Oppure donne che in banchetti improvvisati vendono i prodotti della loro terra (con i colori delle carote e delle fragole che contrastano con il rosso della terra), oppure ti offrono massaggi e ti chiedi in quale scuola li possono mai avere imparati. Giostre spinte a mano o torni girati dai bambini che lo prendono come un gioco, mentre i più grandi lavorano pezzi di legno per realizzare i più svariati oggetti.

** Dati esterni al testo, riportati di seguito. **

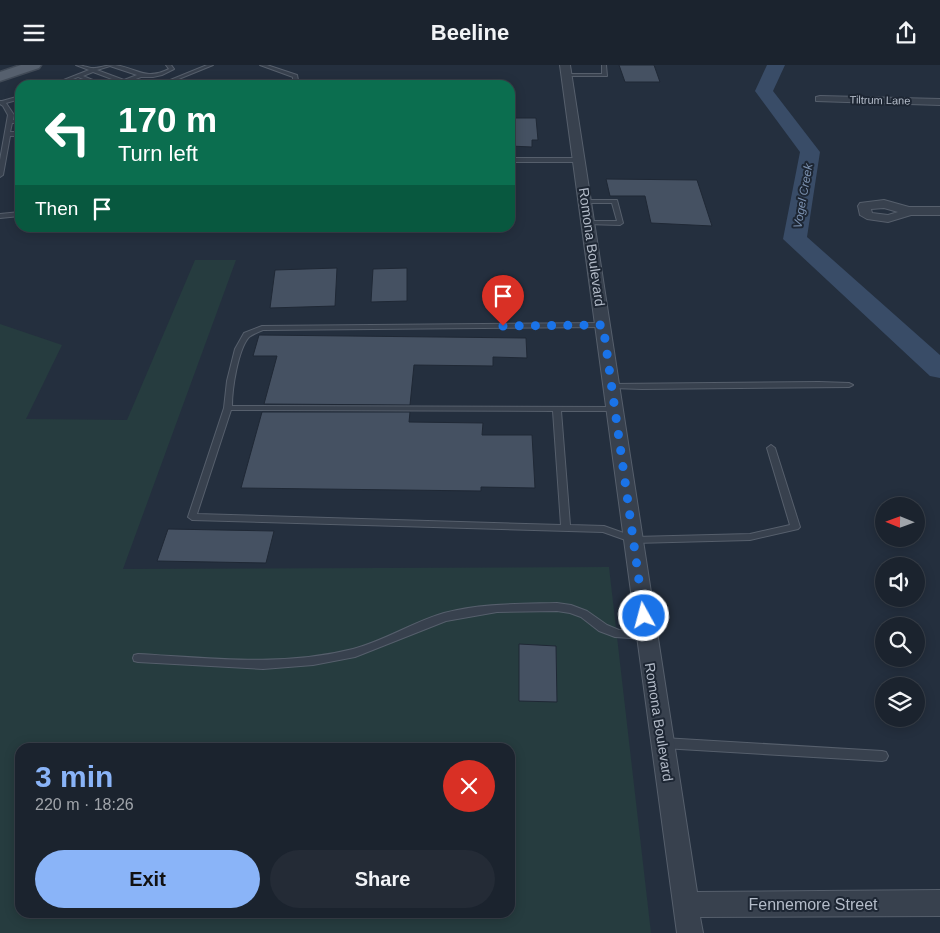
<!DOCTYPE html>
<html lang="en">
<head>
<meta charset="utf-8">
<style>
  body { margin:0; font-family:Helvetica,sans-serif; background:#242b36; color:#f1f3f6; height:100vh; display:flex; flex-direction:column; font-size:19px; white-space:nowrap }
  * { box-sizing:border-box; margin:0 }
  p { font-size:16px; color:#a0a4aa }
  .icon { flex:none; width:28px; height:28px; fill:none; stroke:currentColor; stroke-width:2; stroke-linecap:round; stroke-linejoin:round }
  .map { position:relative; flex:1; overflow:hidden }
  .drawer { position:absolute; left:15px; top:678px; width:500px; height:175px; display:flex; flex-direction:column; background:#1b232e; border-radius:15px; box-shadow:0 2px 12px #0003,0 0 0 1px #39404a }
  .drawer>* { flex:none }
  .banner { position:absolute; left:15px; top:15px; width:500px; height:152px; border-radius:15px; box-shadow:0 2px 12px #0003,0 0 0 1px #39404a; background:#0b6e4f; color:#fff; overflow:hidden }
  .needle { width:32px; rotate:271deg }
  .tools { position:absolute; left:875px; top:432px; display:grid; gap:10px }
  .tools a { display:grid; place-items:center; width:50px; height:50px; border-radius:50%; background:#1b232e; box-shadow:0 2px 12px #0003,0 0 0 1px #39404a; font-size:25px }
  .pin { position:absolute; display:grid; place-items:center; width:42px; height:42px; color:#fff; margin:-51px -21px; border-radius:50% 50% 50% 0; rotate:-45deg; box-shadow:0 0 5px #0007 }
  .pin .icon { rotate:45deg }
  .me { position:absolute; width:55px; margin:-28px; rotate:353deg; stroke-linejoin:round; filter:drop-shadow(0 0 4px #0008) }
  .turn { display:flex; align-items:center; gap:18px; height:105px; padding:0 20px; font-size:22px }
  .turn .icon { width:65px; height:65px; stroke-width:2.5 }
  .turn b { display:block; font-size:35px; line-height:42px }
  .then { display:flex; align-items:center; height:48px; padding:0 20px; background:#0003; gap:10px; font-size:19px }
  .round { display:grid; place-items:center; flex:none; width:52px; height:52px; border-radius:26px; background:#242b36 }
  .head { display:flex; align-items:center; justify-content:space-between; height:85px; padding:0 20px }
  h1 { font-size:30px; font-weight:700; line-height:38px; color:#8ab4f8 }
  .action { display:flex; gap:10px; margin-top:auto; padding:10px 20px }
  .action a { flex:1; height:58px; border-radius:30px; background:#8ab4f8; color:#111; font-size:20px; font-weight:700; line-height:58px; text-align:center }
  .action a+a { background:#242b36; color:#f1f3f6 }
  header { display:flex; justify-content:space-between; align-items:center; height:65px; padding:0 20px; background:#1b232e; font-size:22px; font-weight:700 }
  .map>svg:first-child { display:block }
  .green { fill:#263c3f; fill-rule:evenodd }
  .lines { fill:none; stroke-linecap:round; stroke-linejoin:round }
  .river { fill:#394c67; fill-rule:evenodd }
  .building { fill:#455162; stroke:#1f2835 }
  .lane-casing { stroke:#565f6c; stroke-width:2 }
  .street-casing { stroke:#565f6c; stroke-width:2 }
  .primary-casing { stroke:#414a57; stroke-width:3 }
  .lane { fill:#38414e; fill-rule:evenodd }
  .street { fill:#38414e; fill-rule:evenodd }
  .primary { fill:#56606e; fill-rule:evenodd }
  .route { stroke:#1a73e8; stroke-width:9; stroke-dasharray:0 16.2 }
  .labels { text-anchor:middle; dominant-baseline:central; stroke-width:4; stroke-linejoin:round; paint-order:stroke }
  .far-street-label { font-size:11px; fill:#b4bcc9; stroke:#1d2633 }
  .far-water-label { font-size:12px; font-style:italic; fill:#7c92b1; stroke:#1d2633 }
  .street-label { font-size:14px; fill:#b4bcc9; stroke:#1d2633 }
  .near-street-label { font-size:16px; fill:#b4bcc9; stroke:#1d2633 }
</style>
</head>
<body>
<header><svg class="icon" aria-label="menu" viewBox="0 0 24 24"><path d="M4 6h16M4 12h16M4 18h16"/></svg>Beeline<svg class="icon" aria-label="share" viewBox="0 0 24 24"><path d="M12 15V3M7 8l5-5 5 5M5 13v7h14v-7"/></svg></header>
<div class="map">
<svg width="940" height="868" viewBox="0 0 940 868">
  <rect width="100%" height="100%" fill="#242f3e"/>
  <!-- green -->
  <path class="green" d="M 195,195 L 236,195 L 123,504 L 609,502 L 651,868 L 0,868 L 0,259 L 62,280 L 26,354 L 127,355 ZM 20,682 L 510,682 L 510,848 L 20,848 Z"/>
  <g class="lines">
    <!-- river -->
    <path class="river" d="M 767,0 L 785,0 L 773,26 L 820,87 L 807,172 L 940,290 L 940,313 L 930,311 L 783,174 L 800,87 L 755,26 Z"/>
  </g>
  <!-- building -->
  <g class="building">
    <path d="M 619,0 L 654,0 L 660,17 L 625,17 Z"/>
    <path d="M 510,53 L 536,53 L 538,75 L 532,75 L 532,82 L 510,81 Z"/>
    <path d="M 606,114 L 697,115 L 712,161 L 651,158 L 645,131 L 610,131 Z"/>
    <path d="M 337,203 L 335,241 L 270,243 L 275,205 Z"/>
    <path d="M 407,203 L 407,236 L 371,237 L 373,204 Z"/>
    <path d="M 259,270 L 526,273 L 527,293 L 493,292 L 493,301 L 414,300 L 410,340 L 264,339 L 277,291 L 253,291 Z"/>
    <path d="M 262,347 L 410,347 L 409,357 L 483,358 L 482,370 L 532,370 L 535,423 L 481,422 L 481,426 L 241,423 Z"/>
    <path d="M 168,464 L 274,466 L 266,498 L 157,496 Z"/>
    <path d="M 519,579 L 556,581 L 557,637 L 519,636 Z"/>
  </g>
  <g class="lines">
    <defs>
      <g id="lane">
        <path d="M 76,0 C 82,0 86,2 91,3 C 97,4 106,0 115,0 C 137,3 145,16 169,4 L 166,0 L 171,0 L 174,4 L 162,10 L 153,12 L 141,12 L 128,17 L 135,20 L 119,19 L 120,17 L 93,7 L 83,11 L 105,20 L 99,20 L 78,12 L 58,20 L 51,20 L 89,5 ZM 110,1 L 137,10 L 124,15 L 97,5 Z"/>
        <path d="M 207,0 L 213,0 L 164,20 L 158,20 Z"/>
        <path d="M 260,0 L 267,0 L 297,10 L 298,15 L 291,20 L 285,20 L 293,14 L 293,12 Z"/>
        <path d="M 602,0 L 606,0 L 607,11 L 566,11 L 564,10 L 566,9 L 602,9 Z"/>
        <path d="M 20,31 L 20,34 L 6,38 L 14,50 L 13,55 L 20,54 L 20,58 L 12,58 L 10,67 L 20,67 L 20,71 L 10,71 L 3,110 L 0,112 L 0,95 L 8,50 L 3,41 L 0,39 L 0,36 L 2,36 Z"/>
        <path d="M 510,93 L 579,93 L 582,95 L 579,97 L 510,97 Z"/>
        <path d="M 583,135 L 617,135 L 623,158 L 620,160 L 586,159 L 585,158 L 588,156 L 617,156 L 612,138 L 585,138 L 582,136 Z"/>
        <path d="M 20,147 L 20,151 L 0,153 L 0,149 Z"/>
        <path d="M 603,258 L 606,258 L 606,262 L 263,265 C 258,267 253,269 249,272 C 238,284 232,324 232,341 L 615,342 L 619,344 L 618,346 L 561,346 L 570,460 L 604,461 L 635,472 L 750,469 L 790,460 L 767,383 L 771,380 L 775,383 L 800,462 L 798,464 L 750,475 L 634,478 L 603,467 L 192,455 L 188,452 L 224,343 L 227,316 L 235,284 L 244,268 L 262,261 ZM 231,345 L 553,346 L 561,460 L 197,449 Z"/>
        <path d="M 819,317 L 849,318 L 853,320 L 849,322 L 642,324 L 612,323 L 608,321 L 612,319 Z"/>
        <path d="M 557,538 L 571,540 L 587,546 L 607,560 L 619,565 L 646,566 L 650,567 L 651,570 L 650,573 L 646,574 L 615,572 L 599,566 L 581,552 L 570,548 L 557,546 L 497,547 L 446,556 L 355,592 L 313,600 L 263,604 L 138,597 L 134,596 L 133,593 L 134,590 L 138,589 C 209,593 282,602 353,584 C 384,576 413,557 444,548 C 481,538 519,539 557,538 Z"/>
        <path d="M 663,673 L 882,686 L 886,687 L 888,691 L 886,695 L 882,696 L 663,683 L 659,681 L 657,678 L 659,675 Z"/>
      </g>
      <g id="street">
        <path d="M 560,0 L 570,0 L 697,827 L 940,825 L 940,851 L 700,852 L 703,868 L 677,868 Z"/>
        <path d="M 820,31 L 940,34 L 940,40 L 816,36 L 816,32 Z"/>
        <path d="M 884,135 L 909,142 L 940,142 L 940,150 L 911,150 L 888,157 L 867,154 L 860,150 L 858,141 L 860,138 ZM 884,143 L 898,147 L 888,150 L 872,148 L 871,144 Z"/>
      </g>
      <path id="primary" d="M 21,0 L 41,0 L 39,3 L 0,16 L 0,7 Z"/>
    </defs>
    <!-- lane casing -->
    <use href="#lane" class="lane-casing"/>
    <!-- street casing -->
    <use href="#street" class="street-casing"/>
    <!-- primary casing -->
    <use href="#primary" class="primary-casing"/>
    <!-- lane -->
    <use href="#lane" class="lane"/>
    <!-- street -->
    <use href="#street" class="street"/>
    <!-- primary -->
    <use href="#primary" class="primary"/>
  </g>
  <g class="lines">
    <!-- route -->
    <path class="route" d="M 503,261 L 603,260 L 644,551"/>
  </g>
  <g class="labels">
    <!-- far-street labels -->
    <g class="far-street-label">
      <text transform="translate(880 35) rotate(1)">Tiltrum Lane</text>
    </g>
    <!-- far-water labels -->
    <g class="far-water-label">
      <text transform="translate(803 131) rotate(-80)">Vogel Creek</text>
    </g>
    <!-- street labels -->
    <g class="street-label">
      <text transform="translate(592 182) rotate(82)">Romona Boulevard</text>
      <text transform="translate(659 657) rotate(81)">Romona Boulevard</text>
    </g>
    <!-- near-street labels -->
    <g class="near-street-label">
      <text x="813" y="839">Fennemore Street</text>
    </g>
  </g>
</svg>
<div class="tools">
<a><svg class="needle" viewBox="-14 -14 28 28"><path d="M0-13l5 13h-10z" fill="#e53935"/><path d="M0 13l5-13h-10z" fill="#a0a4aa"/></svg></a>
<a><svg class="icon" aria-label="sound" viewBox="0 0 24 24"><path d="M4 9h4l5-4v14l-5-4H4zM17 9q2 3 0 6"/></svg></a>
<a><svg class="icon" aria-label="search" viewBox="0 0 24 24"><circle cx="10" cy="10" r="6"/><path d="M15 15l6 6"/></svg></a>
<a><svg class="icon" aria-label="layers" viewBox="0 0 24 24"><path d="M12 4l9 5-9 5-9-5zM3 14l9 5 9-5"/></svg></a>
</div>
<div class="pin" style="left:503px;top:261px;background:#d93025"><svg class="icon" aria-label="arrive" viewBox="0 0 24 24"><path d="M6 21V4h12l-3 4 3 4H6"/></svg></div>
<svg class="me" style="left:644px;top:551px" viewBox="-20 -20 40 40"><circle r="17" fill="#1a73e8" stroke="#fff" stroke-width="3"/><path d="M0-11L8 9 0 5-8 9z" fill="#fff"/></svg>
<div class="banner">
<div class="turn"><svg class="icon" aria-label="left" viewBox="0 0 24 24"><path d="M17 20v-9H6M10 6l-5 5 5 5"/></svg><div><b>170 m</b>Turn left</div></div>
<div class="then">Then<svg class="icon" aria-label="arrive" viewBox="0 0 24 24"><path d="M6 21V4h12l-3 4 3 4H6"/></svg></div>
</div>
<section class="drawer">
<div class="head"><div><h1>3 min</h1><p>220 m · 18:26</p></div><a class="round" style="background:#d93025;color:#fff"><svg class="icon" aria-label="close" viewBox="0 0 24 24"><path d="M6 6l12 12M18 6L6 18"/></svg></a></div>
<div class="action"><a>Exit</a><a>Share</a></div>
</section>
</div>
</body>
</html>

Dopo aver visto tutto questo ci si chiede quanto mai può importare a questa gente se chi li governa abbia intenzione di isolarsi dall’Africa e dalla Francia, della moneta che cambia nome (tanto comunque difficile era guadagnarla prima e difficile lo è ora). Perché invece non pensare a dare speranza di un domani diverso per questa gente, a cui invece lavorano i missionari di Don Orione che abbiamo incontrato durante il viaggio. Per raggiungere una delle loro missioni a Faratsiho (Faraziu), al centro del Madagascar, bisogna percorre 40 km di strada sterrata, che durante la stagione delle piogge diventa un fiume; 7 sbarre comandate da uomini preposti unicamente a questo compito chiudono l’accesso se comincia a piovere e lo riaprono solo due ore dopo che ha smesso di piovere. In quel caso si va a piedi sotto la pioggia e tagliando per colline si risparmiano 8 Km ed in otto ore si è alla missione. In questa zona ci sono 65 chiese e 63 scuole elementari, più una decina di scuole medie ed un liceo. La chiesa più lontana la si raggiunte in 12 di ore di cammino, per cui i missionari vi si recano solo 2 o 3 volte all’anno per celebrare le funzioni, mentre nel resto dell’anno ci sono i catechisti cha fanno liturgia della parola. Qui sono prevalentemente contadini che coltivano in maggioranza riso per il proprio sostentamento e percorrono a piedi per ore strade rese impervie dalla pioggia, per raggiungere il mercato cittadino e scambiare i propri prodotti con altra merce. Si può quindi immaginare come la perdita del raccolto sia una piccola tragedia.

Per fortuna c’è chi invece pensa al futuro di questa gente e cerca di migliorare le loro condizioni; ai giovani di queste zone solo l’educazione offerta dalla scuola e dallo sport può offrire uno strumento per la propria crescita; non più assistenza ma insegnar loro a cavarsela da soli.